Seller’s remorse
“SLING SHOT MONKEY” “SLING SHOT MONKEY MONEY”. I sat in the auditorium trying to hide the concern in my face as 100 kindergarteners chanted SLINGSHOT MONKEY at the school’s annual Fall Catalog Sale kickoff assembly. Every year the company that runs our fall catalog sale throws a rollicking, slapstick assembly to get the kids all excited to sell, sell, sell. Brian, the catalog’s “entertainer/motivational speaker” who was well-meaning but had the charisma of a Best Buy sales guy explained to grades K through 2 that whoever sold 15 items would be rewarded with a slingshot monkey stuffed animal. All it took was for him to fling that thing across the auditorium and lust was in the air. They wanted that monkey and they were going to hit up their relatives and unload 15 rolls of wrapping paper to get it.
But the Slingshot Monkey chant was outdone by the grades 3 through 5. When Brian told them that whoever sells $1000 worth of chocolate covered pretzels, plastic hot dog containers, and of course wrapping paper (about 100 or so items) that they’d get “$200!” the room erupted in American Idol shrieking. One kid actually shouted out to Brian, “In cash?”
The PTA inherited this catalog contract from the previous administration and so I have to make the best of it—not to mention it raises a whopping $10k in funds. But I still felt nauseous watching Brian use the lure of a free Smencil (scented pencil to the uninitiated) to get kids to recite the big-ticket items: “Video Game chair with built in joystick and surround sound!” The #1 sale rule: “Never sell door-to-door!” And sale dates: “September 21st through October 9th!”

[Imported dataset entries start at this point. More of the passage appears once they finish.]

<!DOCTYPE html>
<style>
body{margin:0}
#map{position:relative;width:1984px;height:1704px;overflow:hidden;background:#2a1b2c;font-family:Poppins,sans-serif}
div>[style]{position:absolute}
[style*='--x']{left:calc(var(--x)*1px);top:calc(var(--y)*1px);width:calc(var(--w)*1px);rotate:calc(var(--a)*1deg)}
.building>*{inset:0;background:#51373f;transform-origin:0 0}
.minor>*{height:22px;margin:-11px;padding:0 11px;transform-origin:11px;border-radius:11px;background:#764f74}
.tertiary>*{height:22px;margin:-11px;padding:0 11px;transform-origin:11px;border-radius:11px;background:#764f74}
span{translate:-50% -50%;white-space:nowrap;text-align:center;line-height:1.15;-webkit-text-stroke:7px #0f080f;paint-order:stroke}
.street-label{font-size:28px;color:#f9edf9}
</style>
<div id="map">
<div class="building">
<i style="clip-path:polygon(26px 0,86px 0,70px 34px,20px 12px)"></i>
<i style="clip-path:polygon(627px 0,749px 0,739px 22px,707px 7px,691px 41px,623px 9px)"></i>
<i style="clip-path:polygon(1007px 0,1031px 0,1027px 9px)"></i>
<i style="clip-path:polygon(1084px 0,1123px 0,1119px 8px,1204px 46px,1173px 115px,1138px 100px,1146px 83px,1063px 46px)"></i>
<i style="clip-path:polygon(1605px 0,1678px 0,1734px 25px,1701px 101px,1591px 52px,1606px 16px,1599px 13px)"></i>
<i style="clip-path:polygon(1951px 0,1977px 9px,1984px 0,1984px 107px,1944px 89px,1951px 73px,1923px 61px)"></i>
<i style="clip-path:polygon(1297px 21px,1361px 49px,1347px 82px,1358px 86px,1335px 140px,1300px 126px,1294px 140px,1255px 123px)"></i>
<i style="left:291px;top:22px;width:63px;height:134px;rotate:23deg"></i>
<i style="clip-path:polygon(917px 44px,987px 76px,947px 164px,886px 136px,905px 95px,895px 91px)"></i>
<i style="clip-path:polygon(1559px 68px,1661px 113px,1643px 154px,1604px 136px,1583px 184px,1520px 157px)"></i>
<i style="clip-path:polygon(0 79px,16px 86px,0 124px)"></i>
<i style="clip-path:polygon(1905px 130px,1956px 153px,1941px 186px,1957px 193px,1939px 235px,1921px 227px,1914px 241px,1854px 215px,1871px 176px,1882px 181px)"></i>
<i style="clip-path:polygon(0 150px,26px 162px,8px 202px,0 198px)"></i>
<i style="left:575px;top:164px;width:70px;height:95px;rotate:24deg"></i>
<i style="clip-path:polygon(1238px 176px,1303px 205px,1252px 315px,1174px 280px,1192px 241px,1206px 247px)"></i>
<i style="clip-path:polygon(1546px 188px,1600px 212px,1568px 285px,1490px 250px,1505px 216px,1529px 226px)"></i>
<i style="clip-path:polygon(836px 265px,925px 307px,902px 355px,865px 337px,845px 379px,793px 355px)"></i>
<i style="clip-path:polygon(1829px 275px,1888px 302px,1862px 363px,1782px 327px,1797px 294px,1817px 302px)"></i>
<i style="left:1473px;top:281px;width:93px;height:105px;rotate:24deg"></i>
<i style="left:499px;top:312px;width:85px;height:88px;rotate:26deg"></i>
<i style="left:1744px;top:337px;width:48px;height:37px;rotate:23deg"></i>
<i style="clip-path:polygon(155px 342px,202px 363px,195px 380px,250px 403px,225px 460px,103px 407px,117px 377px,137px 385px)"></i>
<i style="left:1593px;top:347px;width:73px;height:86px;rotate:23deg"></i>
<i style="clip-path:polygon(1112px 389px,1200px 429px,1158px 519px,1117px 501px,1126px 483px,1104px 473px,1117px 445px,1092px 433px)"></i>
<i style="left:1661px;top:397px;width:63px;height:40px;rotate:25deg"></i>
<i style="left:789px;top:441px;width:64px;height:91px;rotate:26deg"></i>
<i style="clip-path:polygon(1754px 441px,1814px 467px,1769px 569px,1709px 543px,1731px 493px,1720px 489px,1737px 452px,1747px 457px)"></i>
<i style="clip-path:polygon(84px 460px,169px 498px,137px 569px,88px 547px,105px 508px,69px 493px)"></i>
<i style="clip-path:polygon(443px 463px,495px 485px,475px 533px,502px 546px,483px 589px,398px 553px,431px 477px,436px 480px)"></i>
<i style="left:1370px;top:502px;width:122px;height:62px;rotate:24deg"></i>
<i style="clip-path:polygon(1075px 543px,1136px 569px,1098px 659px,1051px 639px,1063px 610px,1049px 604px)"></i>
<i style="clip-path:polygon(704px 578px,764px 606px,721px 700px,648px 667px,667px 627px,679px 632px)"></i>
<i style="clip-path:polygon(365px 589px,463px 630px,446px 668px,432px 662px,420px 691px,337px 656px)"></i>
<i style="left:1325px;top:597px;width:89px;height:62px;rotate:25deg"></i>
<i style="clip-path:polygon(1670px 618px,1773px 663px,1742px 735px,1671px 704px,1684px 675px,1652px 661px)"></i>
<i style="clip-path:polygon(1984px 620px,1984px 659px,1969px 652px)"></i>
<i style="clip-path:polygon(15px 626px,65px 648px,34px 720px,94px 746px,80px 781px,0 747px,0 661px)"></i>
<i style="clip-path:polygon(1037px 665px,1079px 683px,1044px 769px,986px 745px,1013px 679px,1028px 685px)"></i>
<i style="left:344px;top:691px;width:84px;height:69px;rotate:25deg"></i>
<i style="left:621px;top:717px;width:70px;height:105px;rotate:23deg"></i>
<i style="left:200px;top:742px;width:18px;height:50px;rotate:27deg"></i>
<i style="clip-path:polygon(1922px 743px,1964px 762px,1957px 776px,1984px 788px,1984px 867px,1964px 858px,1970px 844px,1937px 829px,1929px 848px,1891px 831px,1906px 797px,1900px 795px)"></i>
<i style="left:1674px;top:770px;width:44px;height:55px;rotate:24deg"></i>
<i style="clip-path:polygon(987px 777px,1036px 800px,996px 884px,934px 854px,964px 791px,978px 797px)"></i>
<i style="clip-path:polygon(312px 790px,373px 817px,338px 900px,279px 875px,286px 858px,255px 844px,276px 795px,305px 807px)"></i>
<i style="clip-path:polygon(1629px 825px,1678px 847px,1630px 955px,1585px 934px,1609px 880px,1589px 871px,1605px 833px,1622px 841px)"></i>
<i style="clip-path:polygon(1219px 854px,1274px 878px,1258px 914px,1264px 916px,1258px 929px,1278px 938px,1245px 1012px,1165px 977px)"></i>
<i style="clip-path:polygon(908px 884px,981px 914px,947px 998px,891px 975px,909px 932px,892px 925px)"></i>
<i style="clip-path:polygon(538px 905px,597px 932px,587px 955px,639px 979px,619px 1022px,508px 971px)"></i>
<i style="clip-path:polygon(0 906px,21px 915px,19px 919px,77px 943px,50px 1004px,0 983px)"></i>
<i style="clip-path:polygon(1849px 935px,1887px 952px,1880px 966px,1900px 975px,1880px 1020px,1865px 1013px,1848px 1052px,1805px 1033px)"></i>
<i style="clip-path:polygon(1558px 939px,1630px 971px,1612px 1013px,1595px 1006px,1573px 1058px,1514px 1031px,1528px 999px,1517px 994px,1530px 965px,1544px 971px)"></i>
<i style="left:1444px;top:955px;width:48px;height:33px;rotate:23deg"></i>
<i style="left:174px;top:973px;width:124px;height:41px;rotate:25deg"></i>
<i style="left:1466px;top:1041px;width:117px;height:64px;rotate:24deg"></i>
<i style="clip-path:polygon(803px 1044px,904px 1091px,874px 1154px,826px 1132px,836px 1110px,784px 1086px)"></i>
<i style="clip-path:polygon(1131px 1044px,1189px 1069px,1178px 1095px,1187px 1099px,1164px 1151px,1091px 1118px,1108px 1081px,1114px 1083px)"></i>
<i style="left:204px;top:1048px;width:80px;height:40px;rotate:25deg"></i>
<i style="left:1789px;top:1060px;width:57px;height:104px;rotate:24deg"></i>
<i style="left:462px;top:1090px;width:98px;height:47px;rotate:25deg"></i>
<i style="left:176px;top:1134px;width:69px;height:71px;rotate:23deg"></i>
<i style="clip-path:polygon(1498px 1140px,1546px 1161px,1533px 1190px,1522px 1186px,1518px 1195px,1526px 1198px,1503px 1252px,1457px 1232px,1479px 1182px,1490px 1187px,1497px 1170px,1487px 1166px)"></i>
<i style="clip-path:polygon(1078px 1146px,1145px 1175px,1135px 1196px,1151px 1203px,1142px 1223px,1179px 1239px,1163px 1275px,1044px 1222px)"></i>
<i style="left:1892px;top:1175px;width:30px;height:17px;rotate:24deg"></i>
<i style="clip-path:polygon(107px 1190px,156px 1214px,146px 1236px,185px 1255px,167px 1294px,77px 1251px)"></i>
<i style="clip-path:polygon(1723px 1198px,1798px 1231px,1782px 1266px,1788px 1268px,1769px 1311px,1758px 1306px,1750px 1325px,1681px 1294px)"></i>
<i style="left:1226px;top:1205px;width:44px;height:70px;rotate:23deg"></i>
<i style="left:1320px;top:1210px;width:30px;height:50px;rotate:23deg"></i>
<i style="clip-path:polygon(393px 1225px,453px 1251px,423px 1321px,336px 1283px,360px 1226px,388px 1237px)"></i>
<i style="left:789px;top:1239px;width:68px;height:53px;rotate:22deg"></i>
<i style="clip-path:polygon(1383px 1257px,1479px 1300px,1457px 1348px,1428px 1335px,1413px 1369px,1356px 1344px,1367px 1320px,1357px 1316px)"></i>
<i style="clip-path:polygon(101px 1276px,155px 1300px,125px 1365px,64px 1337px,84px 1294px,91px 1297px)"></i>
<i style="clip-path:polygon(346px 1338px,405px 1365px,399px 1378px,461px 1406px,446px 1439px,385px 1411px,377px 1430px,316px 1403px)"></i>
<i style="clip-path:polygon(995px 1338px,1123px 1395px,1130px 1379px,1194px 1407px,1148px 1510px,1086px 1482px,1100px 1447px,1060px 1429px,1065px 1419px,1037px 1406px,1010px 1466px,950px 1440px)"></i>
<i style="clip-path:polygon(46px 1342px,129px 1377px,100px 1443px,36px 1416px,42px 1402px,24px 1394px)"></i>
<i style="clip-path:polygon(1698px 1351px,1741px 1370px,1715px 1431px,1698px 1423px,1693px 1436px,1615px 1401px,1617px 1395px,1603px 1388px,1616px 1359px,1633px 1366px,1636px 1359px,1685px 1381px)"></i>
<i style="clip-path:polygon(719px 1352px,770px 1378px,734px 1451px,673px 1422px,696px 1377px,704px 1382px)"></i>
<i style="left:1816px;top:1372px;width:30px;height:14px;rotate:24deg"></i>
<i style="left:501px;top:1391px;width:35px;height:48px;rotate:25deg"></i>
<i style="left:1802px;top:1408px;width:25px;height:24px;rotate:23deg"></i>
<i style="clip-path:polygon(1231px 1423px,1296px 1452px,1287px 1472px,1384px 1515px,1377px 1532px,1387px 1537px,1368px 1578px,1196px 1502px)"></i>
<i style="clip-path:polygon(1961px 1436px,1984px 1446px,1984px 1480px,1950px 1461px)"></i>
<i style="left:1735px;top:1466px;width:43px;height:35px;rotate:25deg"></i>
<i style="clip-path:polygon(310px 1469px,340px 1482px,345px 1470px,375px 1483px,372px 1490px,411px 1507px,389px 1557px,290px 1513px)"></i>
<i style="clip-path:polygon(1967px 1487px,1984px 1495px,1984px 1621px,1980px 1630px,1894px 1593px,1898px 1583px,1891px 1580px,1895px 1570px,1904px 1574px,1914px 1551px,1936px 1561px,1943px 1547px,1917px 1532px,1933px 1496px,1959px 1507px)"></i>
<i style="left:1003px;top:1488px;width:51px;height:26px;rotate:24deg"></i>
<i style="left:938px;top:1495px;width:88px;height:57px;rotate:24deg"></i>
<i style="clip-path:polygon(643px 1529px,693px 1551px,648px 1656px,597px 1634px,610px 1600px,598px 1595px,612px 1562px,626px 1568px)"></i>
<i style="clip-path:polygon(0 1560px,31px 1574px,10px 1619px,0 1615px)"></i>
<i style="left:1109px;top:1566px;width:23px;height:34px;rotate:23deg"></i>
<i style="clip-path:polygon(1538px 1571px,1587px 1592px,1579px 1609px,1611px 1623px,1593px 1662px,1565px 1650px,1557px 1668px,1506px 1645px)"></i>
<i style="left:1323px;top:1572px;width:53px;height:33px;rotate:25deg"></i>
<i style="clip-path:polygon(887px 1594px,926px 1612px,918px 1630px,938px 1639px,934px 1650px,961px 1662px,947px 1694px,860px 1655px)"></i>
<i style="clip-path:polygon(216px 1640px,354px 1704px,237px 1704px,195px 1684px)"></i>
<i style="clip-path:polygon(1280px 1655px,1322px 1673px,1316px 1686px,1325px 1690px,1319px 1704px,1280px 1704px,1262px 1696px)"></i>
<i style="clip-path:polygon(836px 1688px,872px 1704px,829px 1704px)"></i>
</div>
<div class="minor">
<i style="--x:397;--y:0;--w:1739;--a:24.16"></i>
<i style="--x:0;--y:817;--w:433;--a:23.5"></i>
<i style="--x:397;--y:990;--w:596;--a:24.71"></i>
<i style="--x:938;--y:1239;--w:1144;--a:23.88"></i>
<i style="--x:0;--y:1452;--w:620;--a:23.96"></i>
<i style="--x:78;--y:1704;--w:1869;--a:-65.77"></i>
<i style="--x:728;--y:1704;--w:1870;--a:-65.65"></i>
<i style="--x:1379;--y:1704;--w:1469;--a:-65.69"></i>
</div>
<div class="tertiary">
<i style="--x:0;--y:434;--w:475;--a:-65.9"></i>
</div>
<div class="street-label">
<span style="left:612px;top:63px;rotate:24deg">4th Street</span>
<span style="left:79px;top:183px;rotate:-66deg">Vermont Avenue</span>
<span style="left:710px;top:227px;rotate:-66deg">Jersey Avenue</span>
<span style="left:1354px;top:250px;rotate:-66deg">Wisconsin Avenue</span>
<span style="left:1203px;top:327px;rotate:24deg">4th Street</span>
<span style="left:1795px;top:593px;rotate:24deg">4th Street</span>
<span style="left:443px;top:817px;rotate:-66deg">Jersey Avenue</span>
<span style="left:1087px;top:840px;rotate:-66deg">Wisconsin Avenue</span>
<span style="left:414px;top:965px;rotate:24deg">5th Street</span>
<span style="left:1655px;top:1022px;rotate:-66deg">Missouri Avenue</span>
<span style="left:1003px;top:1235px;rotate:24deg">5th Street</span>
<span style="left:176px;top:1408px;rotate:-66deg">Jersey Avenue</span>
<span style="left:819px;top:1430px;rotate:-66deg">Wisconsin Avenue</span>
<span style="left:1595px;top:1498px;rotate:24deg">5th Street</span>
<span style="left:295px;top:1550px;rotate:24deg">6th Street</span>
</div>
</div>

I don’t want to be partly responsible for getting these kids psyched to sell crappy am/fm radios just so they can buy bigger am/fm clock stereo/cd-player. The whole scene felt so wasteful and counter to values I’m trying to instill in my kids. So next year we have plans to go with another more upscale catalog so you might actually want what you feel obligated to buy. My secret wish is to find a catalog that promotes eco-friendly or recycled products (I know, make a face). I just know I can’t sit through that again. And I’m hoping it was an entirely forgettable experience for my son. But maybe not because later in the week we were at CVS and kinderblogger asked if he could get a toy and a shut him down right away by saying, “No, we’re not buying another crappy toy.”
He looked at me and motioned that he wanted to tell me a secret so I bent down and he whispered in my ear, “But Mommy, I like crappy toys.”